**** DATASET ****

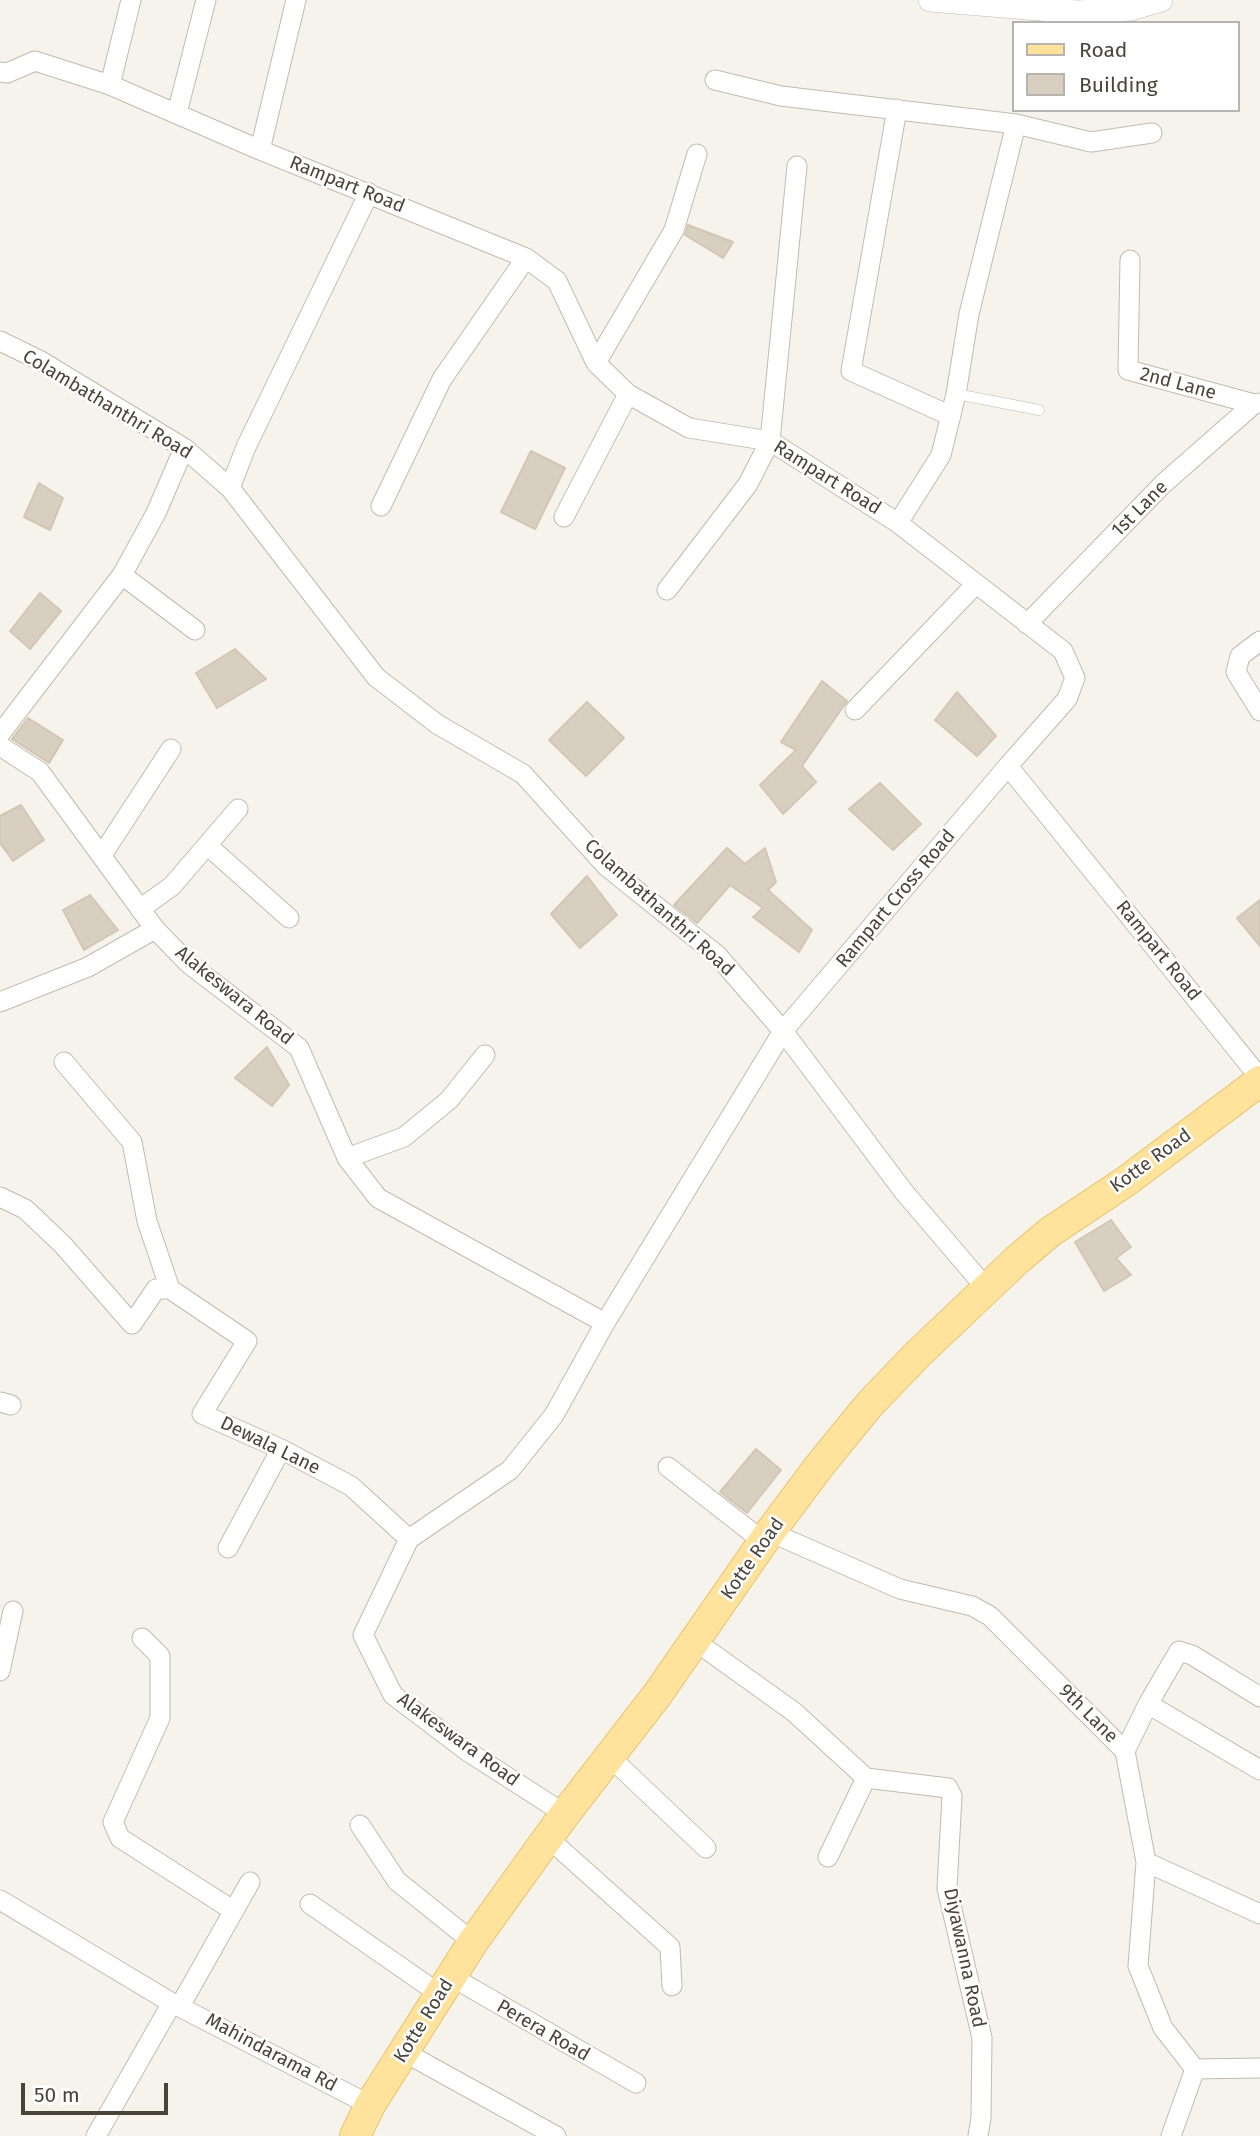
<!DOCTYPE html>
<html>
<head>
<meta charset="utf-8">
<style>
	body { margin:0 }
	#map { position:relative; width:1260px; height:2136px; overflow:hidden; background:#f6f3ec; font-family:"Fira Sans",sans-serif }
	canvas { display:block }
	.legend { position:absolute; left:1012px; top:21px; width:228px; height:91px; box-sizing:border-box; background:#fff; border:2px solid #b7b4b0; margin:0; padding:9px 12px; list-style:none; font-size:21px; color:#4b4439 }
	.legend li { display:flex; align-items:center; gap:14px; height:35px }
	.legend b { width:35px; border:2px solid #b7b4b0 }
	.scale { position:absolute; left:21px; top:2083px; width:147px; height:32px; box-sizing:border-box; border:4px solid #4b4439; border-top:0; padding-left:9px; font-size:21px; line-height:24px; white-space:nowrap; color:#4b4439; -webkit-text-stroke:5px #fff; paint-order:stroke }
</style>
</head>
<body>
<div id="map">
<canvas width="1260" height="2136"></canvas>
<ul class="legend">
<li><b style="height:9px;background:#ffe39c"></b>Road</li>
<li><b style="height:19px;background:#d8cfc1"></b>Building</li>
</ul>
<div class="scale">50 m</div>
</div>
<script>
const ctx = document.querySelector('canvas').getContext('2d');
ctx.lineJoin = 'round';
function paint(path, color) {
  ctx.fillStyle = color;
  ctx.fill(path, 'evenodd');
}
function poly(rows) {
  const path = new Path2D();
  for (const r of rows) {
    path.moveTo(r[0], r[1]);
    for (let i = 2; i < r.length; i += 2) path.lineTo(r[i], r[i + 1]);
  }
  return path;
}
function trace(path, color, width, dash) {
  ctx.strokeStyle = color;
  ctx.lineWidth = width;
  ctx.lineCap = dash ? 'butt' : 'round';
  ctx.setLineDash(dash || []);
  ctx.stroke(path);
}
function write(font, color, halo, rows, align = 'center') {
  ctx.font = font + ' "Fira Sans",sans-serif';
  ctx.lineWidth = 5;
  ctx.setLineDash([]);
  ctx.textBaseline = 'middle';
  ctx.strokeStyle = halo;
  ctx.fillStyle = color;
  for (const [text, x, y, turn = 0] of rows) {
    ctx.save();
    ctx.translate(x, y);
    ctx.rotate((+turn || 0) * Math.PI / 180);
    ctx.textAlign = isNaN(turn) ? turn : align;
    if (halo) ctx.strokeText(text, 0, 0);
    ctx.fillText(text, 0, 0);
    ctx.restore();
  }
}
const building = poly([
	[688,225,733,242,723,258,685,235,688,225],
	[531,451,565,468,535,529,501,512,531,451],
	[39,483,63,498,50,530,24,517,39,483],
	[40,593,61,611,30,649,10,631,40,593],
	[235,649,266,679,217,708,196,673,235,649],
	[822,681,847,701,802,766,816,782,783,814,760,785,796,750,781,742,822,681],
	[957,692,996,736,977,756,935,720,957,692],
	[587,702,624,738,586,776,549,740,587,702],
	[28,718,63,740,49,763,12,739,28,718],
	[880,783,921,824,893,850,849,809,880,783],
	[21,805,44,840,13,861,0,843,0,816,21,805],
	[727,848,745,864,765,848,776,882,768,890,812,930,799,952,753,917,763,908,730,885,697,923,674,905,727,848],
	[587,876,617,915,580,948,551,914,587,876],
	[90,895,118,930,84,950,63,910,90,895],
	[1260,900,1260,946,1237,918,1260,900],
	[267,1047,289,1085,272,1106,235,1078,267,1047],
	[1111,1220,1131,1247,1116,1258,1131,1275,1104,1291,1075,1242,1111,1220],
	[756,1449,781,1470,747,1513,720,1492,756,1449]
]);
paint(building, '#d8cfc1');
trace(building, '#d3c7b4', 2);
const service = poly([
	[956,394,1039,410]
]);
const minor = poly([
	[0,72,7,73,35,61,110,85,260,150,526,258,557,281,596,363,628,394,689,428,770,441,898,523,1063,651,1075,678,1067,699,1008,766,1260,1078],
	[715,80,781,96,1016,124,1091,142,1152,133],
	[110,85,131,0],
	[897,109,851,371,951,416],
	[177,113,206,0],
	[260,150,296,0],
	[1130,260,1128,370,1254,404],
	[0,341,41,361,184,448,230,488,376,677,437,724,523,774,606,866,717,955,783,1031,904,1192,986,1288],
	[596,363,674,230,697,154],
	[230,488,246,447,369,193],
	[381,506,442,379,526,258],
	[564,517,628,394],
	[898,523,941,455,956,394,969,314,1016,124],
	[122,575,195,630],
	[667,590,748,484,770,441,797,166],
	[1027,624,1163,484,1254,404,1260,403],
	[1260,641,1240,656,1236,672,1260,711],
	[855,710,975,585],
	[0,734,122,575,156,513,184,448],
	[0,746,40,772,155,929,189,964,299,1048,347,1158,378,1198,605,1323],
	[207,845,289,918],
	[102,855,171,749],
	[140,909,172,886,238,809],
	[0,1002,88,967,155,929],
	[64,1062,132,1142,147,1221,170,1289,247,1341,202,1414,281,1449,351,1486,409,1539],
	[347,1158,404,1137,449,1100,485,1055],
	[0,1197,25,1209,41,1224,63,1245,132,1324,156,1289,170,1289],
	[0,1402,11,1405],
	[668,1467,764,1542],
	[770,1532,900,1589,972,1606,990,1616,1125,1751,1146,1862,1138,1966,1163,2028,1195,2069,1171,2136],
	[228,1548,281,1449],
	[142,1638,160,1656,160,1718,113,1822,120,1838,234,1911],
	[695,1641,794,1712,866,1778,948,1788,952,1796,947,1888,982,2038,981,2118,978,2136],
	[0,1671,13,1611],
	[1148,1704,1260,1770],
	[1125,1751,1148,1704,1179,1651,1192,1655,1260,1697],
	[610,1757,706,1848],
	[565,1814,467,1751,393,1695,363,1635,409,1539,510,1470,554,1415,605,1323,783,1031,1008,766],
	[360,1825,397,1881,473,1942],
	[548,1838,670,1947,672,1986],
	[828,1857,866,1778],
	[1146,1862,1260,1914],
	[0,1900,172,2003,370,2105],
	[310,1904,441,1995],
	[452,1977,636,2083],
	[180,2006,250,1882],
	[404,2052,556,2136],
	[1195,2069,1260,2068],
	[96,2136,172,2003]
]);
const tertiary = poly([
	[930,0,1077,12,1131,9,1161,0]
]);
const primary = poly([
	[355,2136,370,2105,473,1942,565,1814,657,1695,770,1532,820,1465,869,1405,918,1354,1017,1260,1050,1232,1125,1182,1260,1081]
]);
trace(service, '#c2bbae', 11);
trace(minor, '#c2bbae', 21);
trace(tertiary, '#c2bbae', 24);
trace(primary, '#e6c16a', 32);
trace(service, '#fff', 10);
trace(minor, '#fff', 19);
trace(tertiary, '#fff', 23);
trace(primary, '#ffe39c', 30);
write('19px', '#4b4439', '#fff', [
	["Rampart Road",347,185,22],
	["2nd Lane",1178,384,15],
	["Colambathanthri Road",107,405,31],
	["Rampart Road",827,478,32],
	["1st Lane",1140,509,-45],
	["Rampart Cross Road",896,899,-50],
	["Colambathanthri Road",659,908,42],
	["Rampart Road",1158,951,51],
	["Alakeswara Road",234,996,39],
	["Kotte Road",1151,1161,-36],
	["Dewala Lane",270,1446,26],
	["Kotte Road",753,1559,-55],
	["9th Lane",1088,1714,45],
	["Alakeswara Road",458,1740,36],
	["Diyawanna Road",964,1958,78],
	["Kotte Road",424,2021,-58],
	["Perera Road",543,2031,30],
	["Mahindarama Rd",271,2053,28]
]);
</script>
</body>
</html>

****

§ TASK PROMPT: Reply with one number, the count of lines in the entries that hold the string "display".

§ THE COMPLETED TASK: 2